İsrail Hizbullah'a karşı kaybetme olasılığını düşündü mü?

img
İsrail Hizbullah'a karşı kaybetme olasılığını düşündü mü? YDH

Hizbullah'ın, İsrail hava gücüne karşı koyma ve agresif piyade operasyonları yürütme kabiliyetinin İsrail rejimi için önemli bir endişe kaynağı olduğunu vurgulayan yazar, İsrail'e, beklenen büyük ölçekli bir savaşın onun son savaşı olabileceği ihtimalini hiç düşünüp düşünmediğini soruyor.




YDH- The Cradle'da ''Has Israel considered a loss to Hezbollah?'' başlığıyla yayınlanan makalenin yazarı, Batı Asya siyaseti yorumcusu Ali Rızık, Hizbullah ve İsrail arasında büyük ölçekli bir savaşın habercisi olan artan gerilimin, savunma sistemi çökmüş İsrail için ne tür sonuçlara gebe olduğunu irdeliyor. 


Gazze'deki savaşın devam ettiği bir dönemde, Lübnan-İsrail cephesinde sınır ötesi çatışmaların yoğunlaştığı görülüyor. Hizbullah ve İsrail ordusu arasındaki çatışmalar her iki taraf için de büyük kayıplara neden oldu. Lübnanlı direniş hareketi, 300'den fazla savaşçısını kaybederken, İsrail bombardımanı sonucunda on binlerce Lübnanlı, ülkenin güney köylerinden yerlerinden oldu.

İsrail'in durumu da pek iç açıcı değil; en az altmış bin kuzeyli yerleşimci evlerini terk etmek zorunda kaldı. İşgal ordusu, Hizbullah ile yaşanan çatışmalarda bir düzine kadar askerinin öldüğünü kabul etse de, gerçek sayının çok daha yüksek olduğu tahmin ediliyor.

Mart ayında The Cradle, 8 Ekim 2023'ten bu yana 230'dan fazla İsrail askerinin çatışmalarda öldürüldüğü bilgisine ulaştı.

Büyük ölçekli bir savaşın artan tehdidi 

Kuzeydeki gerilim, şu anda 'kontrollü yükselme' sınırları içinde olsa da, Hizbullah ve İsrail arasında büyük çaplı bir çatışma olasılığı artabilir. İsrail hükümetinin aşırı sağcı üyeleri, Başbakan Benyamin Netanyahu'nun iktidar koalisyonunu korumak için Lübnan cephesindeki gerilimi artırmayı destekleme konusunda daha yüksek telden konuşuyor.

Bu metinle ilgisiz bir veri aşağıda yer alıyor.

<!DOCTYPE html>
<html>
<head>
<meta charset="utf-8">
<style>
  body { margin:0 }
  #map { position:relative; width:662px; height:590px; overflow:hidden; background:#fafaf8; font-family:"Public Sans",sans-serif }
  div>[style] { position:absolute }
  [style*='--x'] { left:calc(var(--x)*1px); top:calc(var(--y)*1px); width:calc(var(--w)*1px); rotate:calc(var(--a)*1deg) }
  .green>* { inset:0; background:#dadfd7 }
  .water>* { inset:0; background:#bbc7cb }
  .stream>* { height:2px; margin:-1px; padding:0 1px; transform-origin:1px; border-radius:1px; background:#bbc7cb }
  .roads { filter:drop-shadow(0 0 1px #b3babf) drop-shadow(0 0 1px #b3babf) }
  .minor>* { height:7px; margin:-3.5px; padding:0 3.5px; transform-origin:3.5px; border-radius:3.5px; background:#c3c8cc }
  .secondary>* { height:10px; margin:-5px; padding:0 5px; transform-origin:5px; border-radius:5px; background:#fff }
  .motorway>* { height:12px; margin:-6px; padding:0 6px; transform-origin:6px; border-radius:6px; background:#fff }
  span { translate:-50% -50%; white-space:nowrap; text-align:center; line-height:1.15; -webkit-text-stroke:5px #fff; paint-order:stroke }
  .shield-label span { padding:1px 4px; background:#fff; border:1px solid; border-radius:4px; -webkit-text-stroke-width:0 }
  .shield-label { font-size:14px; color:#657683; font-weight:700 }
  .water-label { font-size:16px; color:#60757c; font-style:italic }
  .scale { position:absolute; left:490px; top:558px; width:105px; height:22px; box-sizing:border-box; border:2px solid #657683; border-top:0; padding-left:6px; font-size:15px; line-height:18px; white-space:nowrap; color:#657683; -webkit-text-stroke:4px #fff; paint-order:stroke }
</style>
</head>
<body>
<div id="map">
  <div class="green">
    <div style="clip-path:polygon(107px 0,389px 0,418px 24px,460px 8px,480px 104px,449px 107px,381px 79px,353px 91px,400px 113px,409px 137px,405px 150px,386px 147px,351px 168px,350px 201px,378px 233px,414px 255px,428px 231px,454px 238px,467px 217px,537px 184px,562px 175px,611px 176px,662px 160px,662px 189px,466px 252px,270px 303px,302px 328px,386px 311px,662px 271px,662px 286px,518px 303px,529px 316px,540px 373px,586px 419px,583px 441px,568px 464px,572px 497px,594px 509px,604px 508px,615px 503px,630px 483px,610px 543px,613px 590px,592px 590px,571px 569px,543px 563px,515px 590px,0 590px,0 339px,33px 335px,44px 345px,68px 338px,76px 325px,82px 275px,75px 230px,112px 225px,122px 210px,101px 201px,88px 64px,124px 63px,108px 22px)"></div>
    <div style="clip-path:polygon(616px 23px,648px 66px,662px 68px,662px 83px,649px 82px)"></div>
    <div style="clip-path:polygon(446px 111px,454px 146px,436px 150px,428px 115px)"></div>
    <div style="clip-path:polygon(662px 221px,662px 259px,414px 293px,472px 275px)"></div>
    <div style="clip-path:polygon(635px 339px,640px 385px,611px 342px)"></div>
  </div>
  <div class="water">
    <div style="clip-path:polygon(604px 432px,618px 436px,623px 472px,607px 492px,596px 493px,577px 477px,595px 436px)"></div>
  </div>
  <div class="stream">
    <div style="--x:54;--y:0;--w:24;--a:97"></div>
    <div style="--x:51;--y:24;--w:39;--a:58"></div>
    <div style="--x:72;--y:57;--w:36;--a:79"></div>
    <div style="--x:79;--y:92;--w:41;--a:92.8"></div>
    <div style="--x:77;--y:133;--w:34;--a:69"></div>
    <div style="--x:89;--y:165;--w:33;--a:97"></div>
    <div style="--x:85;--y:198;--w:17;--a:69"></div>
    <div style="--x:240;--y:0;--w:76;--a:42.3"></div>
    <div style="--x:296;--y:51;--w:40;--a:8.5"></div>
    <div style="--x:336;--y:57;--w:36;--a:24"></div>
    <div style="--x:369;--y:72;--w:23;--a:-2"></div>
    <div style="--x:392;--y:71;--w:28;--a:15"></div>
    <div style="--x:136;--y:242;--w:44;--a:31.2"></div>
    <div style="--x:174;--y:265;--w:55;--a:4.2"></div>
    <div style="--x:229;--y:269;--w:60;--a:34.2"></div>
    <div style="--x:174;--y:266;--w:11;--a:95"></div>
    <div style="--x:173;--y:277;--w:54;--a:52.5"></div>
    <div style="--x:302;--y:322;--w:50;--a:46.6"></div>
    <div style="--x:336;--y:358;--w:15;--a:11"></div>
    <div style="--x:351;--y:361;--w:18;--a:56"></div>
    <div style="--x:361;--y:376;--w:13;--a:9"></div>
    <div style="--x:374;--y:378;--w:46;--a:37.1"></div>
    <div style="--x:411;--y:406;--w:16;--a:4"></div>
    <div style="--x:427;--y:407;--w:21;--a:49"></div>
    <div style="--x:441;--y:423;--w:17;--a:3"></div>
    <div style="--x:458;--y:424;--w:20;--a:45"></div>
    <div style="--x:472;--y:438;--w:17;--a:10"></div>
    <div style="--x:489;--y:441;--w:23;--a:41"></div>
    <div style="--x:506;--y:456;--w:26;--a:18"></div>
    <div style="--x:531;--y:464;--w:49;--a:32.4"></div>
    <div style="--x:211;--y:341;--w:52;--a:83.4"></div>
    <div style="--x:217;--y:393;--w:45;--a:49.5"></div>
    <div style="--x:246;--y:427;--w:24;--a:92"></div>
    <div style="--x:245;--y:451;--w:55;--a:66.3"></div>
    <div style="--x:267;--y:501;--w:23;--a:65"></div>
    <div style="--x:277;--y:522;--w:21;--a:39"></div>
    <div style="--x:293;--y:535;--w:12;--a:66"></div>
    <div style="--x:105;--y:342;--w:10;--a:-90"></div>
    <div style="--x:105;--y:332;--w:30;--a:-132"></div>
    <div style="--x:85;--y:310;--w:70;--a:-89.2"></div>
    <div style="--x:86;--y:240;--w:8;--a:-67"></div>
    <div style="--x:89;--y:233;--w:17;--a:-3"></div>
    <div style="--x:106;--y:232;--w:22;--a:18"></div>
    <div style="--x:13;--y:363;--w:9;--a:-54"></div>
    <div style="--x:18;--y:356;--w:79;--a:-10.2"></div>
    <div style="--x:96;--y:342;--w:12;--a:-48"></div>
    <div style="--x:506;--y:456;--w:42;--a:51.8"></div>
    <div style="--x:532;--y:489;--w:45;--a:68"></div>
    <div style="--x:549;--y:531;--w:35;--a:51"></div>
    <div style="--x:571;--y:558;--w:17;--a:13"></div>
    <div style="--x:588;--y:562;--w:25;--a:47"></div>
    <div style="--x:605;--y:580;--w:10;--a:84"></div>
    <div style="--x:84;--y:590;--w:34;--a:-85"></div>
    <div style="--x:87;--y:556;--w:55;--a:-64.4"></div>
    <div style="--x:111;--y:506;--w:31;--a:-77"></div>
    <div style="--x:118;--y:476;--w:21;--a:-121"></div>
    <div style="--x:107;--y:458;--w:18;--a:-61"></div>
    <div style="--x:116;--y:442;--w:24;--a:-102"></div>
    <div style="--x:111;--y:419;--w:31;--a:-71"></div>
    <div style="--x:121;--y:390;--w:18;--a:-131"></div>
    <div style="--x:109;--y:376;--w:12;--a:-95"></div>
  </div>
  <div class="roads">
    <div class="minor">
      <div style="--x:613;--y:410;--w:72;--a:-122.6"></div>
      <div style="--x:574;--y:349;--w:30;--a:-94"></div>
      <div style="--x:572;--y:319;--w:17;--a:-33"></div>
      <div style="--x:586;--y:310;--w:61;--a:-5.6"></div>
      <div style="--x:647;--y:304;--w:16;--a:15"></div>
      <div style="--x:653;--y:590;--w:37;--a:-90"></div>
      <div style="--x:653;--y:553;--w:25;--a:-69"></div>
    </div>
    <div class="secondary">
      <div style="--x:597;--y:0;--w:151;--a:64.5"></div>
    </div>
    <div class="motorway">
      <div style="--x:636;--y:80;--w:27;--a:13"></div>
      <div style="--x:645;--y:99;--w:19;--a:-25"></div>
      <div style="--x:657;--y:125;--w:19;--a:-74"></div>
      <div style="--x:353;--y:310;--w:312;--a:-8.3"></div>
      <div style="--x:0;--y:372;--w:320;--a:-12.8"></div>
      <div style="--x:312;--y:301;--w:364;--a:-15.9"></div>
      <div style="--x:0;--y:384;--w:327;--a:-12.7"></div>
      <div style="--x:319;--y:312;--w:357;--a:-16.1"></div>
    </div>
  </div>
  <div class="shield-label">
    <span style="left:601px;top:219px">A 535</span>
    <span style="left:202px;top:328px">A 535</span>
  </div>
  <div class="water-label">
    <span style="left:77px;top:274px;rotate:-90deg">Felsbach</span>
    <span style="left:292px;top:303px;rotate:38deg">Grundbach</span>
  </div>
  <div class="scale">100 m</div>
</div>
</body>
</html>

Maliye Bakanı Bezalel Smotrich Beyrut'u “terörizmin başkenti” olarak niteleyerek bu ülkeye saldırı düzenlenmesi çağrısında bulundu. Bu tutumlar göz önüne alındığında Netanyahu'nun Lübnan'a karşı gerilimi artırmayı tercih edebileceği ihtimali var.

Nitekim İsrail başbakanının son açıklamaları, kuzey cephesinde daha geniş çaplı bir yükselişin söz konusu olabileceğine işaret ediyor.  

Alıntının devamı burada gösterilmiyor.